Assignment: Please copy out every line in the records below that includes the word "names".
━━━ Material provided
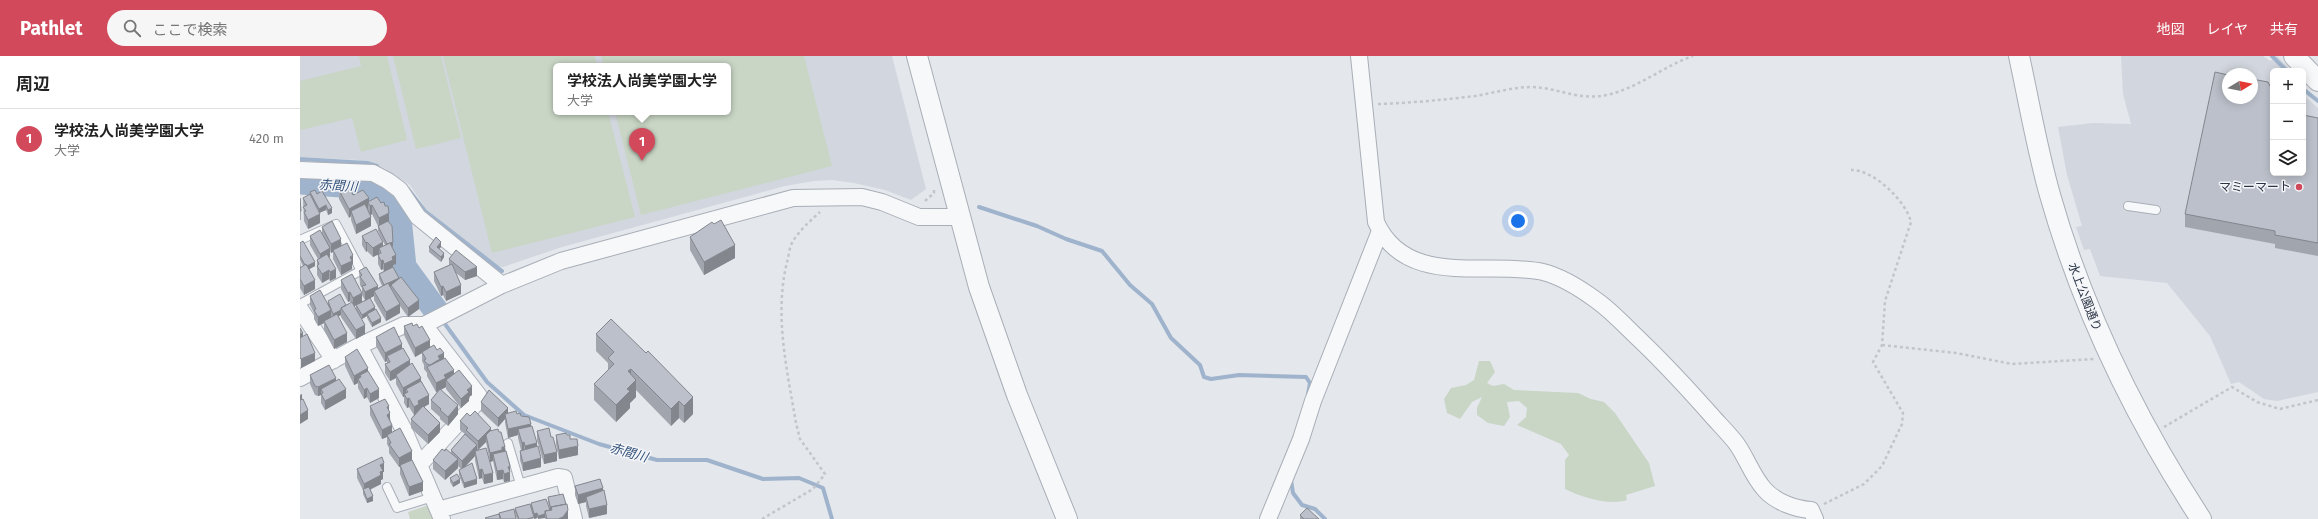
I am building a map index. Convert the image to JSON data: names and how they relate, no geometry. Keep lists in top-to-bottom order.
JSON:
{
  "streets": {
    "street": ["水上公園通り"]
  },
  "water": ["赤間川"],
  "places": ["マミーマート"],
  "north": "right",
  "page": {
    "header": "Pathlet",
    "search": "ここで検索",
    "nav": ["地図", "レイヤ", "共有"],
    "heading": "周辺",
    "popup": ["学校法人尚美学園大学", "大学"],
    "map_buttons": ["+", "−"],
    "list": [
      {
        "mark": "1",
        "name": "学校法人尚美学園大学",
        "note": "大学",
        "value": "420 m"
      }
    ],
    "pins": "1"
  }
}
━━━━━━
━━━ Material provided
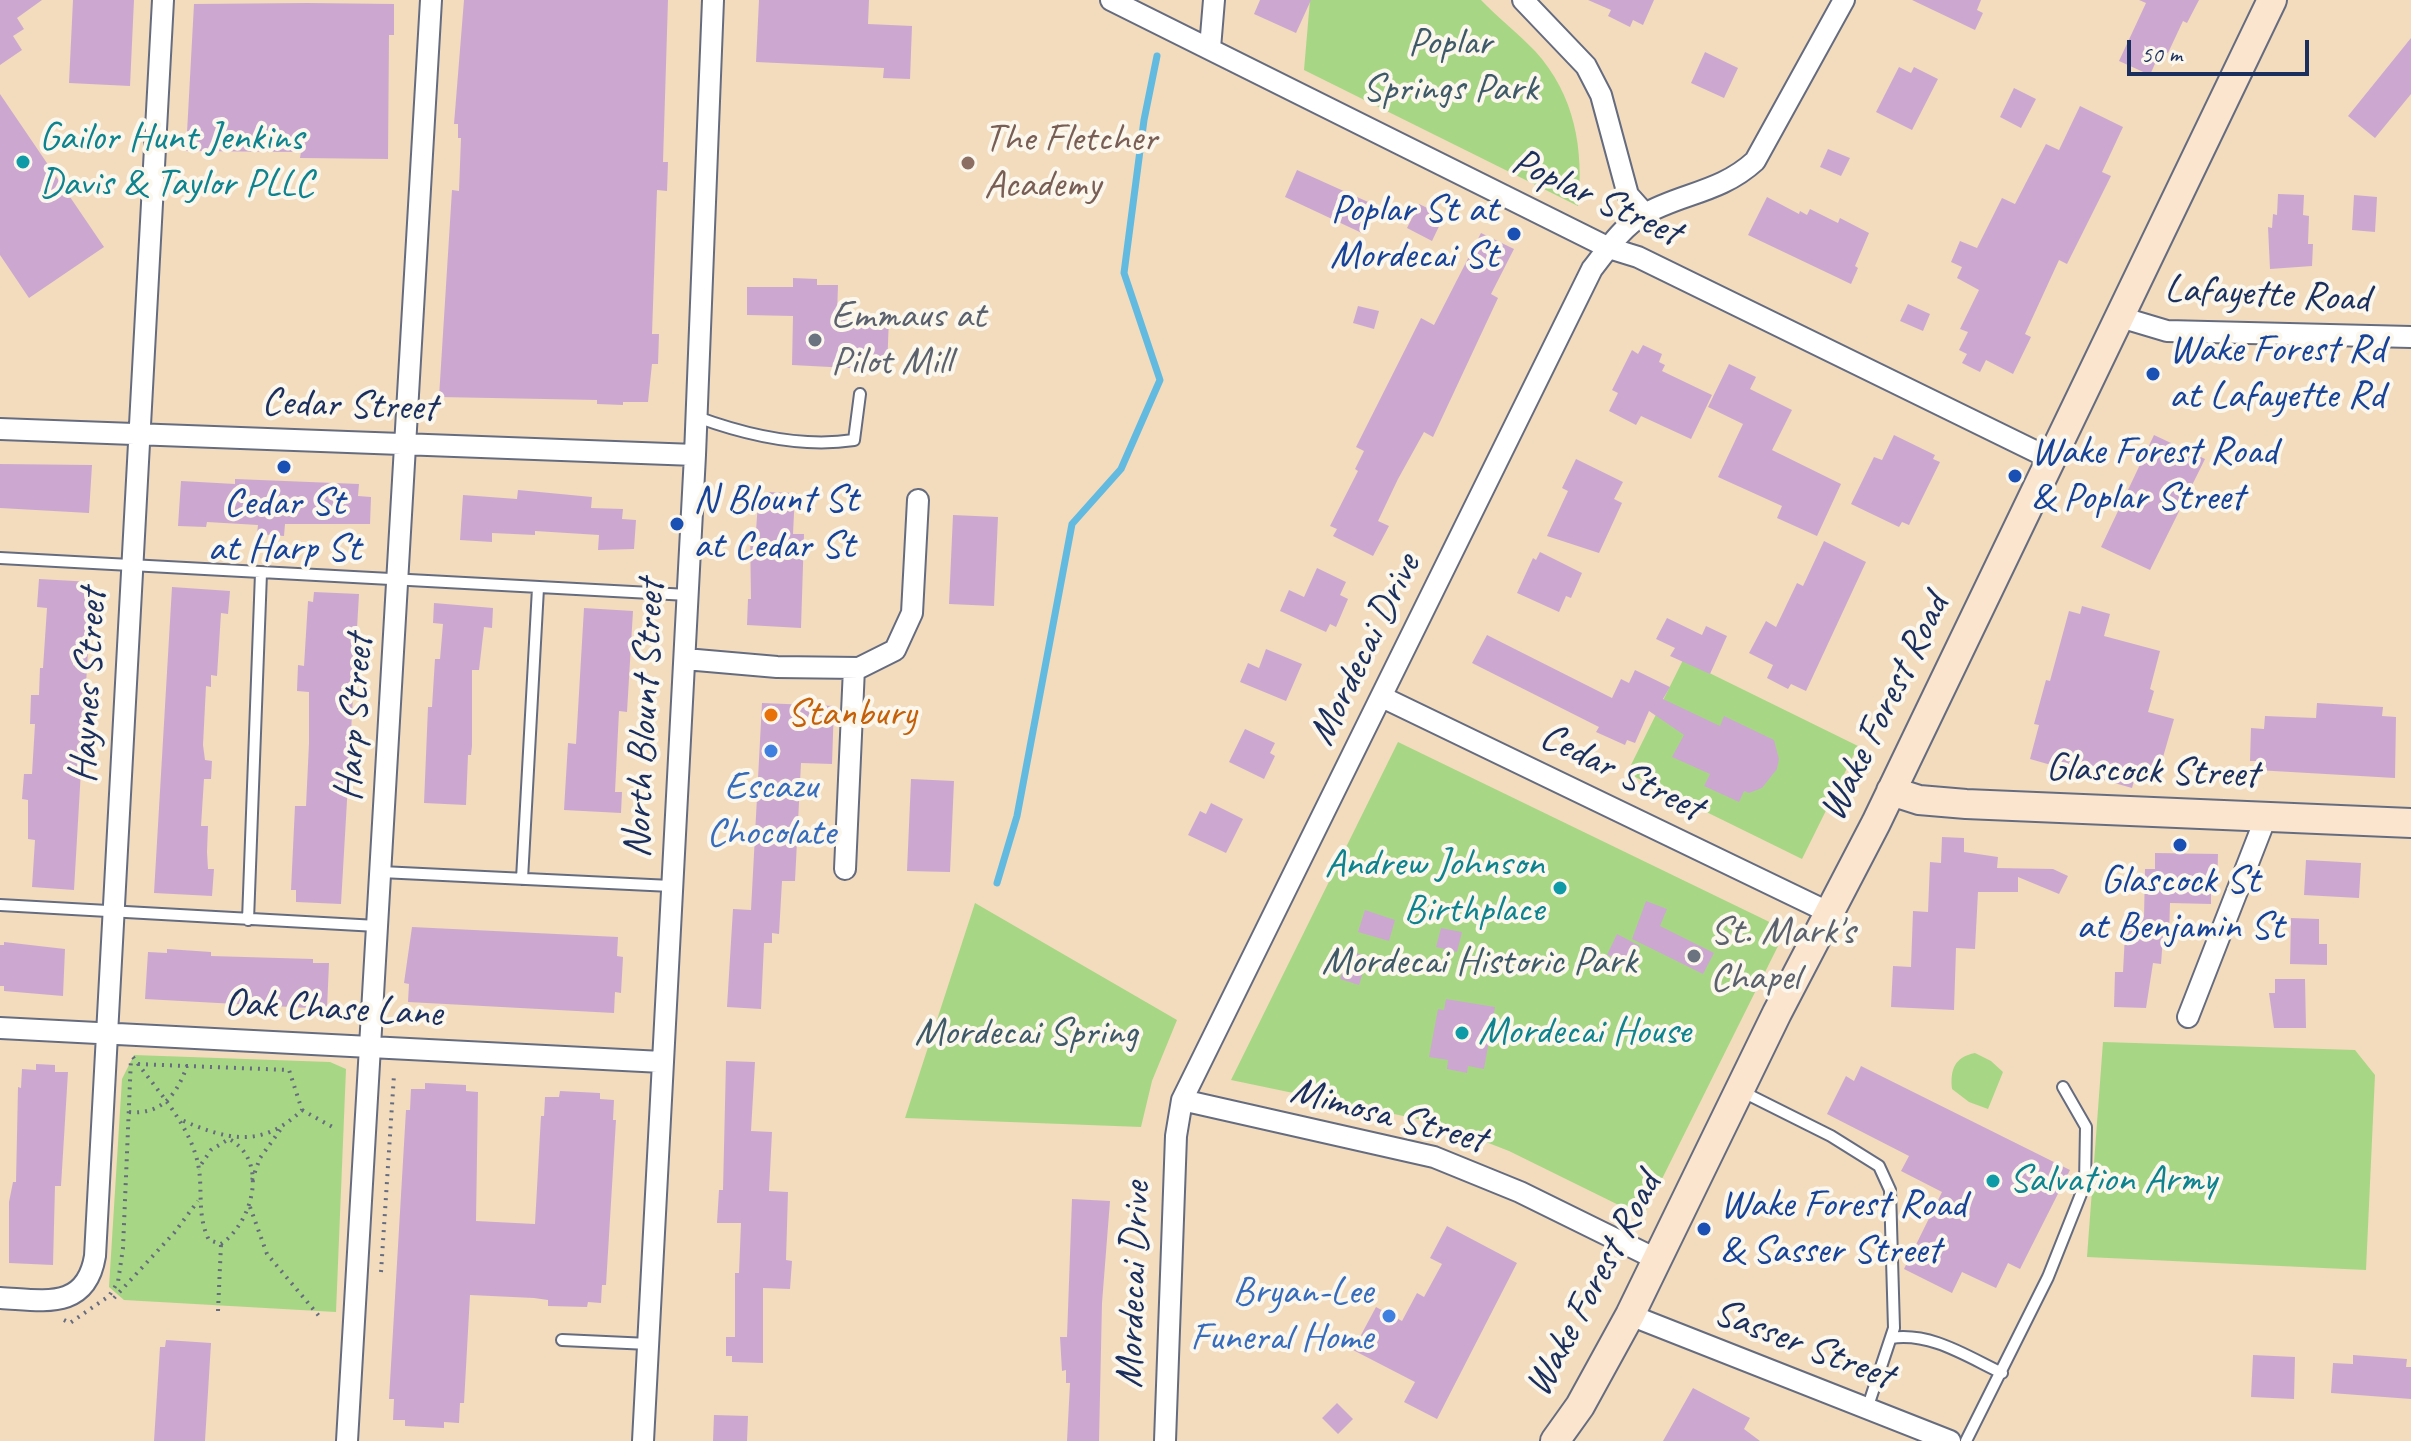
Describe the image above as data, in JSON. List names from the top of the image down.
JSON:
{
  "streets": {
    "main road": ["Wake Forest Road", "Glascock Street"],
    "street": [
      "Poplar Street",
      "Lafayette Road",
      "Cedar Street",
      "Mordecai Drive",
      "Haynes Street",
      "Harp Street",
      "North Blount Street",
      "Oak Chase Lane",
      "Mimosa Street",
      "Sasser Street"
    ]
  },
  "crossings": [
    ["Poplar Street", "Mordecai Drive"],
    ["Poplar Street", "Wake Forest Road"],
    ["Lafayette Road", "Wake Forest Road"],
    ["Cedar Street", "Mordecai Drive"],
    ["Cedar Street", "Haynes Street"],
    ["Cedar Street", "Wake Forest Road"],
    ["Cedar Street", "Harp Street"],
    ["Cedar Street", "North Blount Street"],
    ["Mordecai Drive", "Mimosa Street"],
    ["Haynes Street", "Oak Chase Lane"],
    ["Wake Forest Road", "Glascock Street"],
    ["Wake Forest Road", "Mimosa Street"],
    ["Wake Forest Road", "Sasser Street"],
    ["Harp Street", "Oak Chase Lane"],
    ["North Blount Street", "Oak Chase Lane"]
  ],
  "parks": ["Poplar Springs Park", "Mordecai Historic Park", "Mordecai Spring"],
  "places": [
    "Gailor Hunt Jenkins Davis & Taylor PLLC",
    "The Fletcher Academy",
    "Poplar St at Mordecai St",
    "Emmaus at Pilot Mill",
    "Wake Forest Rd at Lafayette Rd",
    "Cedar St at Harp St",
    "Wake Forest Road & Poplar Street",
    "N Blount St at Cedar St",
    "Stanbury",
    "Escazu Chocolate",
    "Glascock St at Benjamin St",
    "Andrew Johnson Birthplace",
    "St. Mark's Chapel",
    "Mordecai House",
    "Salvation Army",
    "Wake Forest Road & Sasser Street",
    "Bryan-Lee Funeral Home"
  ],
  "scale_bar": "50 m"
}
━━━━━━
━━━ Material provided
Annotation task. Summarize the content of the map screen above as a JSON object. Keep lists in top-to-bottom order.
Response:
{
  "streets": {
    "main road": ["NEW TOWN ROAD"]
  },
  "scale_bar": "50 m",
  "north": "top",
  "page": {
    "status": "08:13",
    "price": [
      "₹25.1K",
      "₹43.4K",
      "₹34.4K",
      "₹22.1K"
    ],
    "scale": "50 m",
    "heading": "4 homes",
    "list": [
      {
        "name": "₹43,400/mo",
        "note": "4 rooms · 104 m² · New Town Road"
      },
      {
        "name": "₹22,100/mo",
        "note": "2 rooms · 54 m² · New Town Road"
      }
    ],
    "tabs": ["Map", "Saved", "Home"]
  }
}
━━━━━━
Answer section:
I am building a map index. Convert the image to JSON data: names and how they relate, no geometry. Keep lists in top-to-bottom order.
Describe the image above as data, in JSON. List names from the top of the image down.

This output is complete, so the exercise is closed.